The backend auto-detects the best available HTTP library:

  1. httpx (if installed) — connection pooling, HTTP/2. Install: pip install "remote-store[httpx]"
  2. requests (if installed) — connection pooling, sessions. Install: pip install "remote-store[requests]"
  3. urllib (always available) — stdlib, zero dependencies.

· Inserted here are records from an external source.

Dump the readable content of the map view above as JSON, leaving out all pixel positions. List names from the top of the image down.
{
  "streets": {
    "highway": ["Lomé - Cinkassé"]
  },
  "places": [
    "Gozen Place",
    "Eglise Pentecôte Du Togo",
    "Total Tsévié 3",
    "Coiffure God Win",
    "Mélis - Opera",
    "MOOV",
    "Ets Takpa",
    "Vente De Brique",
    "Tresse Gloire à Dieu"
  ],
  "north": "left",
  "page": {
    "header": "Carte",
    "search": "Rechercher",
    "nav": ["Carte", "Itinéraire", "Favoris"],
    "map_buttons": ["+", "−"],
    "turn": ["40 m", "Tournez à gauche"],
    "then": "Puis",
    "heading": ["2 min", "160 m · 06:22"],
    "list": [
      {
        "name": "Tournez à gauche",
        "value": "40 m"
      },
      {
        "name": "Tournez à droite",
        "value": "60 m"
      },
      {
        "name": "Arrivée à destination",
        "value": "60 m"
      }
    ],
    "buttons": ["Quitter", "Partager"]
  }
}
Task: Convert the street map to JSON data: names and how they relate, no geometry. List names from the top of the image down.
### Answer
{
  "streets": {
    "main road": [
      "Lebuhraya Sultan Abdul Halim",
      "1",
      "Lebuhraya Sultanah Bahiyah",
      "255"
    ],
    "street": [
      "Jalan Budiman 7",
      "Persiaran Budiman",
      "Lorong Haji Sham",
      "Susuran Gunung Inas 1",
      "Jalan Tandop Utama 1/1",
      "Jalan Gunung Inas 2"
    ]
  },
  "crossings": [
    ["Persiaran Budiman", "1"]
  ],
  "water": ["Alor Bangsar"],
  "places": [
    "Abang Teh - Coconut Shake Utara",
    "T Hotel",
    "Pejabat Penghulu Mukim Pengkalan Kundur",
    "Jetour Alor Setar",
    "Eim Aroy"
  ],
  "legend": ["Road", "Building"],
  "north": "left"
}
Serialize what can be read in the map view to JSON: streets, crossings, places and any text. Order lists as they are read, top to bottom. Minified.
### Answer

Override with http_client="urllib" (or "requests", "httpx").

Folder Semantics

HTTP has no folder concept. is_folder() always returns False. get_folder_info() always raises NotFound.

Metadata Mapping

get_file_info() maps HTTP response headers to FileInfo fields:

FileInfo field HTTP header Fallback
size Content-Range total, then Content-Length 0
modified_at Last-Modified datetime.min (UTC)
etag ETag None
content_type Content-Type None
extra All headers {"headers": {...}}

CDN Compatibility

Some CDN-fronted servers (e.g. Cloudflare) return 403 on HEAD requests while allowing GET. The backend handles this transparently: when HEAD returns 401 or 403, it retries with GET + Range: bytes=0-0 (downloading at most 1 byte). If the ranged GET succeeds, the backend remembers that HEAD is blocked and skips it for subsequent calls. This applies to exists(), get_file_info(), and check_health().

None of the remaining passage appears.